Lest any modern straight (and sometimes bleached) teeth appear on camera, every last extra in the cheering crowd at George Washington's inauguration got their teeth painted with special fast-drying saliva-proof "gunk" paint. Working-class characters were given proportionately worse-looking smiles than the merchants and aristocrats.
During George Washington's inauguration, the apparent cheering crowd of thousands was actually filmed with only around 80 people. They would stand in a square formation - edged by green screen cloth. After filming a few seconds of giddy flag-waving, the 80 would switch positions, trade flags and buntings around, pick up different things (pitchforks, tankards, children, etc) and move over thirty feet. The process was then repeated numerous times. By day's end, there were enough squares of different-looking crowd activity to stitch the lot together digitally and make it look like a seamless mob of thousands.

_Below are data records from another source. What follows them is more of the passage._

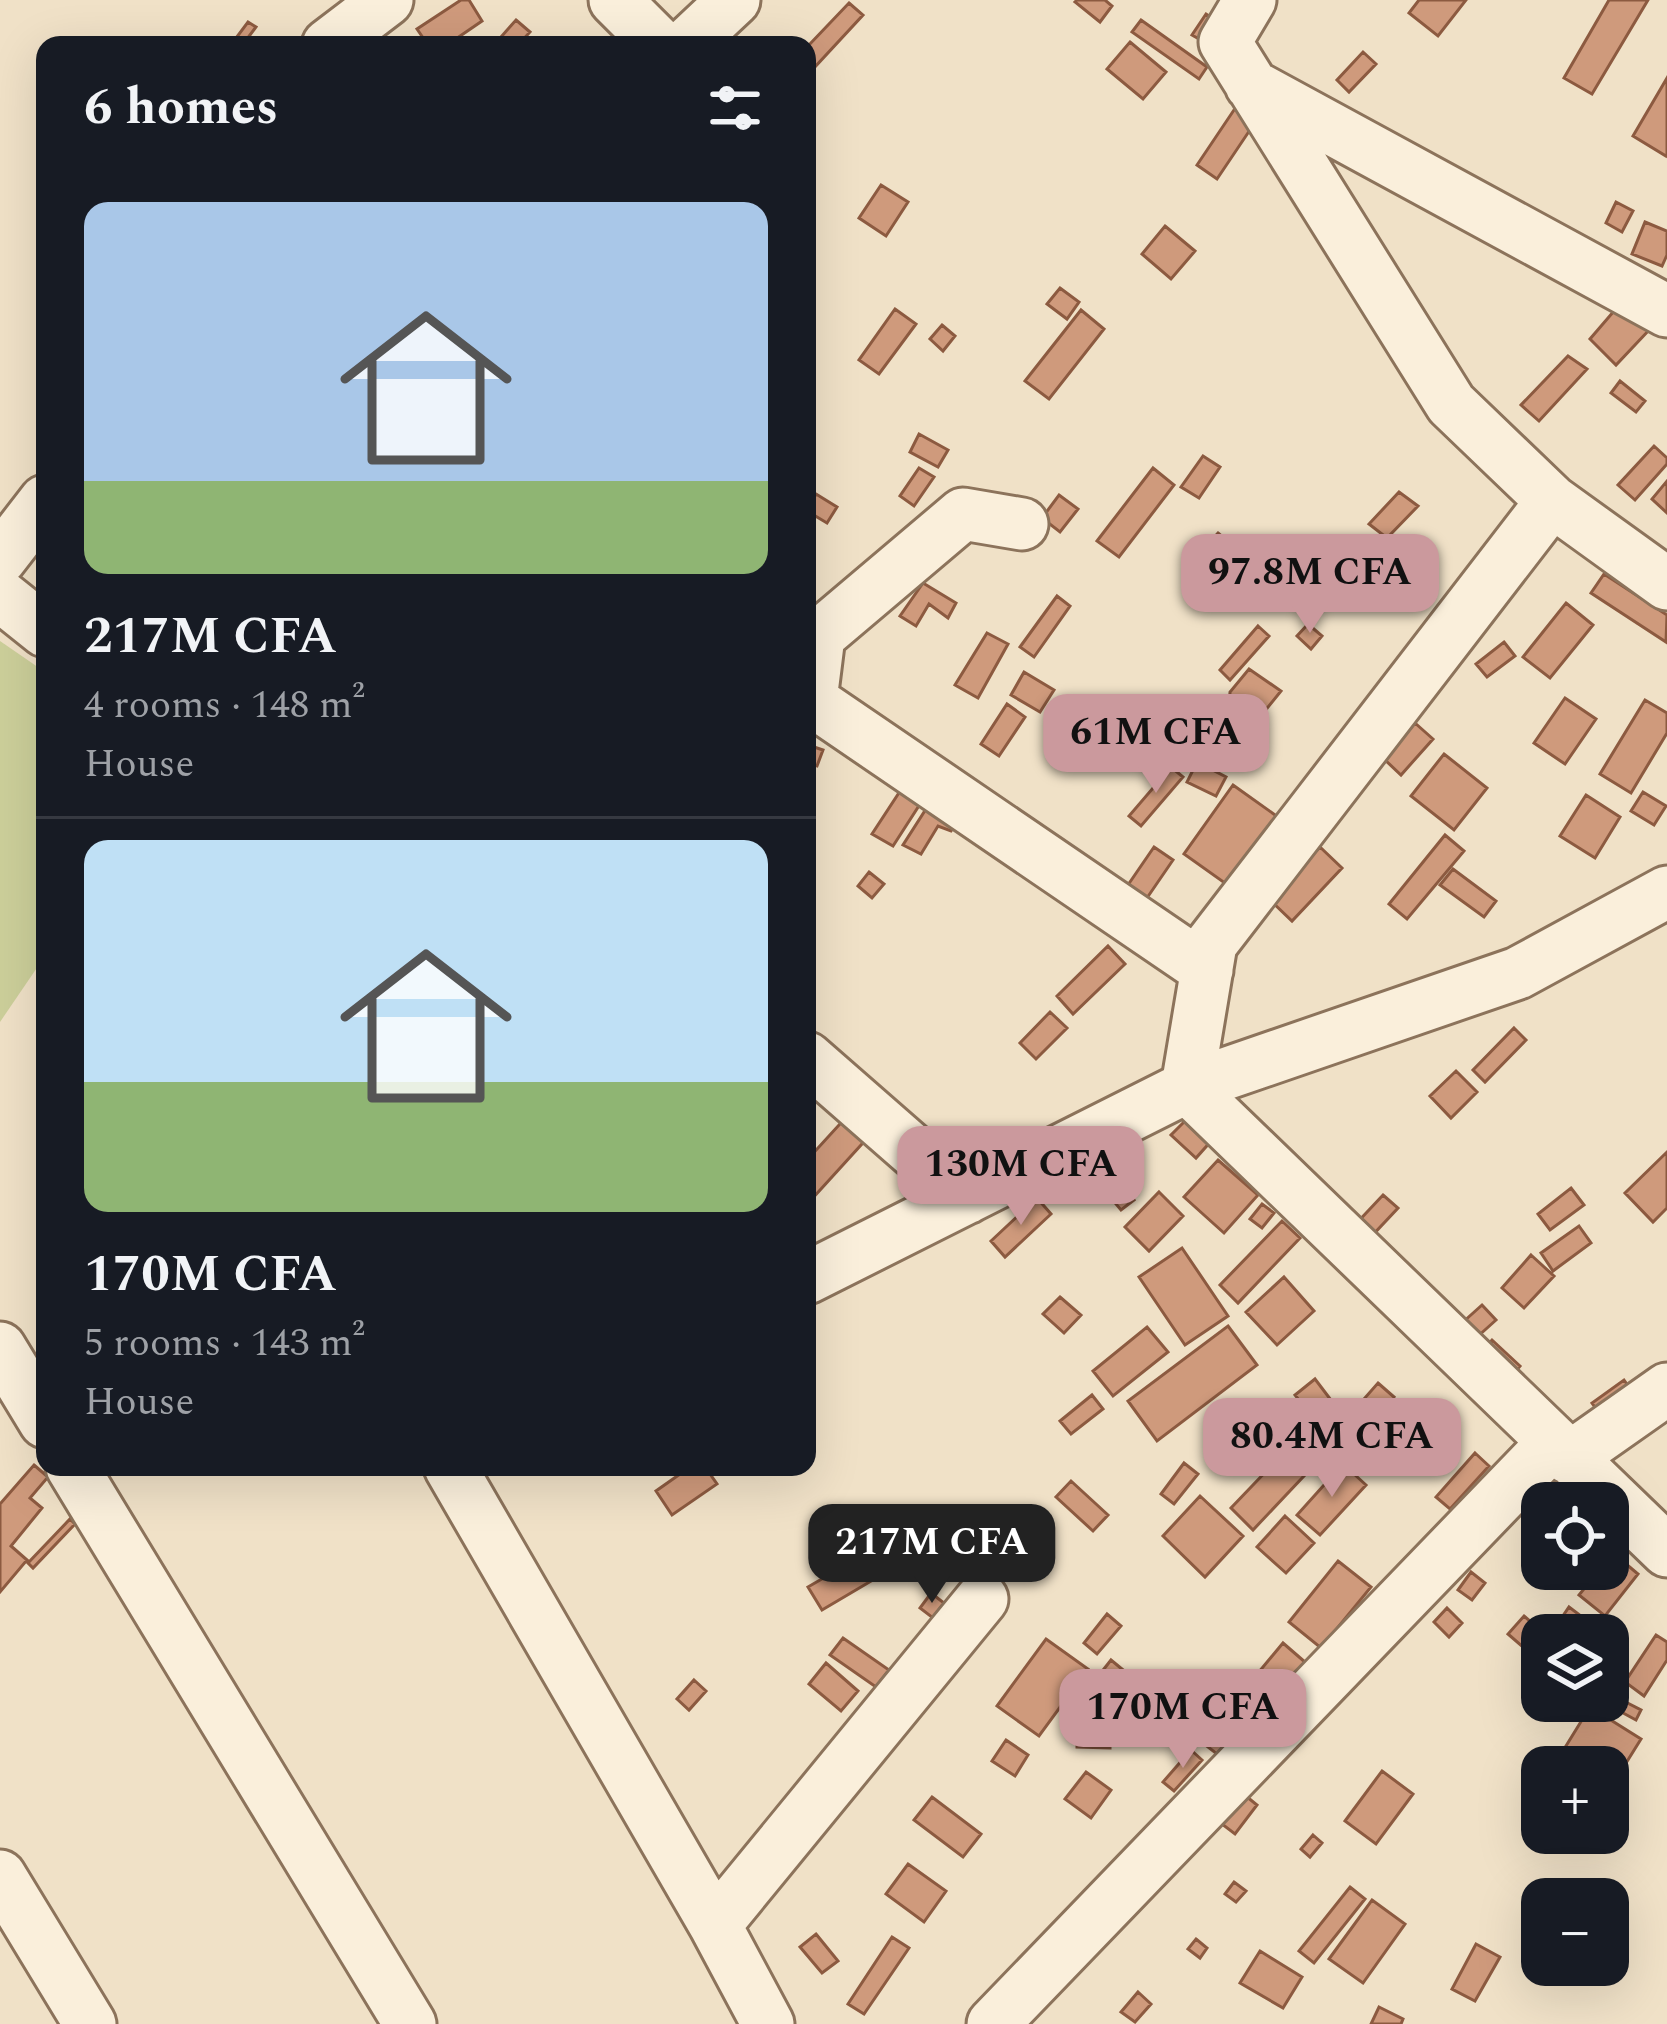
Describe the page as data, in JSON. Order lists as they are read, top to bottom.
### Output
{
  "page": {
    "heading": "6 homes",
    "list": [
      {
        "name": "217M CFA",
        "note": "4 rooms · 148 m² · House"
      },
      {
        "name": "170M CFA",
        "note": "5 rooms · 143 m² · House"
      }
    ],
    "price": [
      "97.8M CFA",
      "61M CFA",
      "130M CFA",
      "80.4M CFA",
      "217M CFA",
      "170M CFA"
    ],
    "map_buttons": ["+", "−"]
  }
}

When David McCullough (writer) met Paul Giamatti for the first time out of character, he did not recognize him as the actor who played John Adams.
During an interview on NPR's "Fresh Air," Paul Giamatti told interviewer Dave Davies that the scene in which Abigail and John have sex upon being reunited after many years apart was not written as a sex scene. The script only called for John and Abigail to kiss, but Giamatti said that he and Laura Linney discussed between themselves that they thought the characters would go farther in that situation, and they decided to "keep going" and hope the director and camera person would follow them, which they did. The scene they improvised and shot was originally much longer than what ended up in the finished film.
A very nice detail often overlooked in historical movies, is that as John Adams ages his teeth get progressively more stained and dark, especially near the gums and the interstices of the teeth.